STORED DATA
* * * * * * * * *
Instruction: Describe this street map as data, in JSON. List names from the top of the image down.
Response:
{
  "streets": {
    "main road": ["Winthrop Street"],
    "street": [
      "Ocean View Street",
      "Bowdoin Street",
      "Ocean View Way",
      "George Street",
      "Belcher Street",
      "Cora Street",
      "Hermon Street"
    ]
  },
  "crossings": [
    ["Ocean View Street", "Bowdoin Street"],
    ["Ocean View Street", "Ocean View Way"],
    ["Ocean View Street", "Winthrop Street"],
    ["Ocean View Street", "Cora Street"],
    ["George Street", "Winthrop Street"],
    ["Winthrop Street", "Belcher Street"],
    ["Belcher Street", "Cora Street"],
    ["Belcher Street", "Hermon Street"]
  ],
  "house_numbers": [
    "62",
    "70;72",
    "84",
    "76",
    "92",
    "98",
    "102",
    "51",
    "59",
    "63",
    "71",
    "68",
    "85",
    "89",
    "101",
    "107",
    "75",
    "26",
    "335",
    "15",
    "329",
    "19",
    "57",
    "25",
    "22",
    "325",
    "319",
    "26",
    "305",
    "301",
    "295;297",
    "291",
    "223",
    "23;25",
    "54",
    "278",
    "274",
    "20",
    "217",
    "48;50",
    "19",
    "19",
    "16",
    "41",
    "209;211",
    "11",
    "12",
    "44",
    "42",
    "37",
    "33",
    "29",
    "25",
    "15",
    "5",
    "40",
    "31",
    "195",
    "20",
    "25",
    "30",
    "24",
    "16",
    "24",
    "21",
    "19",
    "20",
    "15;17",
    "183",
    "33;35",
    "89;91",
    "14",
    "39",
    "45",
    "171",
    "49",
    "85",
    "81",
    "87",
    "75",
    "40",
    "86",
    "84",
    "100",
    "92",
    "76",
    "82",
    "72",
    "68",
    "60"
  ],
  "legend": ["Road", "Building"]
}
* * * * * * * * *
WORK TO COMPLETE
Your reply needs to reproduce all of the listing exactly.

ANSWER FOR THE TASK
Instruction: Describe this street map as data, in JSON. List names from the top of the image down.
Response:
{
  "streets": {
    "main road": ["Winthrop Street"],
    "street": [
      "Ocean View Street",
      "Bowdoin Street",
      "Ocean View Way",
      "George Street",
      "Belcher Street",
      "Cora Street",
      "Hermon Street"
    ]
  },
  "crossings": [
    ["Ocean View Street", "Bowdoin Street"],
    ["Ocean View Street", "Ocean View Way"],
    ["Ocean View Street", "Winthrop Street"],
    ["Ocean View Street", "Cora Street"],
    ["George Street", "Winthrop Street"],
    ["Winthrop Street", "Belcher Street"],
    ["Belcher Street", "Cora Street"],
    ["Belcher Street", "Hermon Street"]
  ],
  "house_numbers": [
    "62",
    "70;72",
    "84",
    "76",
    "92",
    "98",
    "102",
    "51",
    "59",
    "63",
    "71",
    "68",
    "85",
    "89",
    "101",
    "107",
    "75",
    "26",
    "335",
    "15",
    "329",
    "19",
    "57",
    "25",
    "22",
    "325",
    "319",
    "26",
    "305",
    "301",
    "295;297",
    "291",
    "223",
    "23;25",
    "54",
    "278",
    "274",
    "20",
    "217",
    "48;50",
    "19",
    "19",
    "16",
    "41",
    "209;211",
    "11",
    "12",
    "44",
    "42",
    "37",
    "33",
    "29",
    "25",
    "15",
    "5",
    "40",
    "31",
    "195",
    "20",
    "25",
    "30",
    "24",
    "16",
    "24",
    "21",
    "19",
    "20",
    "15;17",
    "183",
    "33;35",
    "89;91",
    "14",
    "39",
    "45",
    "171",
    "49",
    "85",
    "81",
    "87",
    "75",
    "40",
    "86",
    "84",
    "100",
    "92",
    "76",
    "82",
    "72",
    "68",
    "60"
  ],
  "legend": ["Road", "Building"]
}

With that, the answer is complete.